Włochy sparaliżowane przez strajk komunikacji
24-godzinny strajk pracowników komunikacji
sparaliżował ruch w wielu miastach Włoch. Szóstą w tym
roku ogólnokrajową i całodobową akcję protestacyjną
zorganizowało kilka związków zawodowych, domagających się
natychmiastowego podpisania nowego układu zbiorowego z
pracownikami tej branży.
Już w pierwszych godzinach strajku niemal całkowity chaos zapanował na ulicach w Rzymie, podobna sytuacja jest w Mediolanie.

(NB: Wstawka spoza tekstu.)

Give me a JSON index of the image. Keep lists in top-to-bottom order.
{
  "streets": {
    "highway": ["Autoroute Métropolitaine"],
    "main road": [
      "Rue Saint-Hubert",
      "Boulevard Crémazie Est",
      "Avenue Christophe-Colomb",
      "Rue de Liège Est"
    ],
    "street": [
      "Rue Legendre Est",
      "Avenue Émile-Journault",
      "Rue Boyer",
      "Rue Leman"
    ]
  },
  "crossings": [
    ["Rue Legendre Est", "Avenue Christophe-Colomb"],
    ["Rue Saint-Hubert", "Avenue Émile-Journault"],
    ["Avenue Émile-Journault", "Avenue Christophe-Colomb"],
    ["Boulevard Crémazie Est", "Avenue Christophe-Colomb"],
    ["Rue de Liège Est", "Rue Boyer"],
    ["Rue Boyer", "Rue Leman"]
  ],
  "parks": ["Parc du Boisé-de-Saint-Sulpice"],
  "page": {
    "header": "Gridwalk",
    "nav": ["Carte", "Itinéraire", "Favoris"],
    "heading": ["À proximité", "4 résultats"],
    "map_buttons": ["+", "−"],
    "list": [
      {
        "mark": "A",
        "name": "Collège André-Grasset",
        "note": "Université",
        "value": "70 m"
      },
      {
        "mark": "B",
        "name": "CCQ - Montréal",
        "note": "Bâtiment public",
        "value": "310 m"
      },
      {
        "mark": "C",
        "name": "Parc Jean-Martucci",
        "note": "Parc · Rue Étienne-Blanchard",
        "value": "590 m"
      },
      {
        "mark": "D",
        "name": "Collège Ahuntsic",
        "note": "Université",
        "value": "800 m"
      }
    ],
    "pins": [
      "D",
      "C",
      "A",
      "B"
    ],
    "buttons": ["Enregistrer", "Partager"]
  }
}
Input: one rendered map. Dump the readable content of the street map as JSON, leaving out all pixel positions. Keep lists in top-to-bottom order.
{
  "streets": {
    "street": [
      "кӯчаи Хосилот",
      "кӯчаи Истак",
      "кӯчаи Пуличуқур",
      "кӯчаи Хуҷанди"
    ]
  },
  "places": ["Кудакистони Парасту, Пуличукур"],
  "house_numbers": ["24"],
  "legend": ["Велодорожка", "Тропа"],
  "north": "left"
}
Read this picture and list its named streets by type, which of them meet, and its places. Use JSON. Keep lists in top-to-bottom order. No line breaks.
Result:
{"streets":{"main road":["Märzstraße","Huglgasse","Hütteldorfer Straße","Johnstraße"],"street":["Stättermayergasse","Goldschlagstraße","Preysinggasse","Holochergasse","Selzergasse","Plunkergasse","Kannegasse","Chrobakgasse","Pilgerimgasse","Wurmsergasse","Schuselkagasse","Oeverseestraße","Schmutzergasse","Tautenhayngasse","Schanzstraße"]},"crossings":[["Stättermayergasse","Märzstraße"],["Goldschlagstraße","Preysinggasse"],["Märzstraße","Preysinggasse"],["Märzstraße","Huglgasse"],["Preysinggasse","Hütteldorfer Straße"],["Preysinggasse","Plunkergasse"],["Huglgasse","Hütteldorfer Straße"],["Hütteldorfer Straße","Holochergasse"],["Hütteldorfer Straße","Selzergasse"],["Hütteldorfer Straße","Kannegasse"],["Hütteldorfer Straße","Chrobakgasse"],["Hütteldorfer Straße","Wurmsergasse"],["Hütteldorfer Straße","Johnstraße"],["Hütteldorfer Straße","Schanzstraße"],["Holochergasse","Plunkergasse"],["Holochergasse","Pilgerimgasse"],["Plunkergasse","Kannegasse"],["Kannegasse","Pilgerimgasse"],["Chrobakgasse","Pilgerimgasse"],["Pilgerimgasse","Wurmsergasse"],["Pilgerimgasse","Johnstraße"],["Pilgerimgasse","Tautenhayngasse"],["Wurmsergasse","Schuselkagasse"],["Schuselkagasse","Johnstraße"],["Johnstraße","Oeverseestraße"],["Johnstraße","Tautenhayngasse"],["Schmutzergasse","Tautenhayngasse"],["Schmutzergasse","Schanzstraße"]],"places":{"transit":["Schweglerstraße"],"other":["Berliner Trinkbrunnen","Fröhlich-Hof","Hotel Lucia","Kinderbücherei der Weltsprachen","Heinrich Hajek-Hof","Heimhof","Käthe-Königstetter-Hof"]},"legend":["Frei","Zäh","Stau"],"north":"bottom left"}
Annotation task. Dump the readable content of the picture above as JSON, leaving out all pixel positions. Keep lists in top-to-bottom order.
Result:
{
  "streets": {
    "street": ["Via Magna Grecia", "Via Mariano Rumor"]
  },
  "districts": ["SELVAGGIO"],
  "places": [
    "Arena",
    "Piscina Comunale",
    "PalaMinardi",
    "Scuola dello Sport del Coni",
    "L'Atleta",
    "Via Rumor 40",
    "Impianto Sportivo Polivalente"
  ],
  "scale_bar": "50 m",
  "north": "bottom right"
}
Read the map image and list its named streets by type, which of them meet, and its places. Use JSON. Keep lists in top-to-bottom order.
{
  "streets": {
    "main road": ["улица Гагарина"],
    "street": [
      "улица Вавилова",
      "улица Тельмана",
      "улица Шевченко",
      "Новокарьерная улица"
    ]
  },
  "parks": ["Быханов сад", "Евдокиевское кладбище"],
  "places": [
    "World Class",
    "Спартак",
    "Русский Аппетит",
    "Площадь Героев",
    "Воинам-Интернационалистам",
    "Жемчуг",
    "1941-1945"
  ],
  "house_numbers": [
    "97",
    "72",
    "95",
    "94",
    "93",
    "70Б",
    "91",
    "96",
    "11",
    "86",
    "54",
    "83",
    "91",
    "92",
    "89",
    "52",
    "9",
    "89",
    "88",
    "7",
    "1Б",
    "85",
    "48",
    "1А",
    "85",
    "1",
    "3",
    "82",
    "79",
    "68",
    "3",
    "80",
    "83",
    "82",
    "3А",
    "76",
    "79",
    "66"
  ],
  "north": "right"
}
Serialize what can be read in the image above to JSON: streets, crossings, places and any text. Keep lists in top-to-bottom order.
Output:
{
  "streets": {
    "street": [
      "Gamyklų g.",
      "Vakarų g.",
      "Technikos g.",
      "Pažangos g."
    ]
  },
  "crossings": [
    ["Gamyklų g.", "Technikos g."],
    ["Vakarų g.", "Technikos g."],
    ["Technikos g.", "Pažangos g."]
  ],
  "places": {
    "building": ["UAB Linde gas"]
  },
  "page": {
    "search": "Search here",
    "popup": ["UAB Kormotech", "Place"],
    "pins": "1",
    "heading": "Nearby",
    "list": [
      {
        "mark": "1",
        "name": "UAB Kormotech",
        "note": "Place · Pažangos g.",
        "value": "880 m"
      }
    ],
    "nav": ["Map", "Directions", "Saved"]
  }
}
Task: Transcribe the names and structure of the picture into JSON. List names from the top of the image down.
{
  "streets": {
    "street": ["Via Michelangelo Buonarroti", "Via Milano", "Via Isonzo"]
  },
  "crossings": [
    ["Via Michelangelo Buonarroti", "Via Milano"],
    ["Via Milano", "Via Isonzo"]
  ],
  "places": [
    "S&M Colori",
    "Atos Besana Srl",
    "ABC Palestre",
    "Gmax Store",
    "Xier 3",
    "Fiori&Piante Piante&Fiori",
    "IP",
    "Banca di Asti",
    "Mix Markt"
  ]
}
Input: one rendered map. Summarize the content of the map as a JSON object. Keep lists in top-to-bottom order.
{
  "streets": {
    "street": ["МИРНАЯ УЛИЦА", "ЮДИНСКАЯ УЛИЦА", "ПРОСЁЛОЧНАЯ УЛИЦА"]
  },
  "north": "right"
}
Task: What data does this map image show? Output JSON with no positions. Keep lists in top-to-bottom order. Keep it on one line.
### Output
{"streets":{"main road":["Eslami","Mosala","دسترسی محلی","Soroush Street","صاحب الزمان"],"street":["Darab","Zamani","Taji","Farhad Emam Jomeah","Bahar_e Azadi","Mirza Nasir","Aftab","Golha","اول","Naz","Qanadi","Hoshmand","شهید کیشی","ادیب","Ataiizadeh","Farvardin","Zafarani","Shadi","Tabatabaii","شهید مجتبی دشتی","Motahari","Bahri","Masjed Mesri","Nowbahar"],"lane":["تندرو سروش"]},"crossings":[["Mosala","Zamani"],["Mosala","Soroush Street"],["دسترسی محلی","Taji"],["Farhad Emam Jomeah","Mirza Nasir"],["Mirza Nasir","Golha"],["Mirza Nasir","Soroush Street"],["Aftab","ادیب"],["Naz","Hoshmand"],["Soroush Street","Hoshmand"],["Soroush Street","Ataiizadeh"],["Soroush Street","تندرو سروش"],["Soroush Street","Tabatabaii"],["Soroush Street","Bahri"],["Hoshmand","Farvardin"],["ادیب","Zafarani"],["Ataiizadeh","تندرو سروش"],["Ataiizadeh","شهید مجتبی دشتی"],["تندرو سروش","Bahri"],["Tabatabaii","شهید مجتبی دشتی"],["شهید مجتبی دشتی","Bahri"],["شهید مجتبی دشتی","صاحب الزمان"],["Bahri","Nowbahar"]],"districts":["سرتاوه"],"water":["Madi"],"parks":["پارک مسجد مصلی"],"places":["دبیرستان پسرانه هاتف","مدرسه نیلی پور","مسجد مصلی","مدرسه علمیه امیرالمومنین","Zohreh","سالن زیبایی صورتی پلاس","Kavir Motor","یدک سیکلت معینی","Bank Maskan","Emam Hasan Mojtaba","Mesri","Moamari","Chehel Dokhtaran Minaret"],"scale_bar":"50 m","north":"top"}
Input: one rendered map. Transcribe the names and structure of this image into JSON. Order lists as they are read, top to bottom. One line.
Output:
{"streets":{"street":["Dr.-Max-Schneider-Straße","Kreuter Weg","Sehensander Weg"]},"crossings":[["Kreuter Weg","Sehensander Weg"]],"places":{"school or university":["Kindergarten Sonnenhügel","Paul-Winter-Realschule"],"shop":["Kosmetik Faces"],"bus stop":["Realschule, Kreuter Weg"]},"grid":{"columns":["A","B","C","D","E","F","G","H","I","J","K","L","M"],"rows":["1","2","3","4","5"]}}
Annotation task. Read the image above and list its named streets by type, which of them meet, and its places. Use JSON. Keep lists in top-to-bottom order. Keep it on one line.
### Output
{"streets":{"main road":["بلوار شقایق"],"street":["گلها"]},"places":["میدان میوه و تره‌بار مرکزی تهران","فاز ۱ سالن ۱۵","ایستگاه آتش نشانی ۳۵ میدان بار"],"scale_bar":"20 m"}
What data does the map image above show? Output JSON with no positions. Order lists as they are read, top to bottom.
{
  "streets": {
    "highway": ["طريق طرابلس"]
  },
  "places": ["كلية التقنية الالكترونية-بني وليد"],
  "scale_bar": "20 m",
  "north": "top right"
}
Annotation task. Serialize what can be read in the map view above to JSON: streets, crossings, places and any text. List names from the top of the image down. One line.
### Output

Poprzedni układ zbiorowy z setkami tysięcy pracowników komunikacji miejskiej wygasł w zeszłym roku. Strajkujący protestują także przeciwko projektowi budżetu na 2007 rok, w którym ich zdaniem przewidziano niewystarczające nakłady na sektor transportu.
Aby ułatwić wszystkim dotarcie do pracy i szkoły rano oraz powrót do domu późnym popołudniem strajkujący zgodnie ze strajkową praktyką zagwarantowali połączenia w godzinach największego szczytu komunikacyjnego.
Zapowiedzieli jednocześnie, że jeśli negocjacje w sprawie układu zbiorowego nie zakończą się sukcesem, następny taki protest odbędzie się 15 grudnia.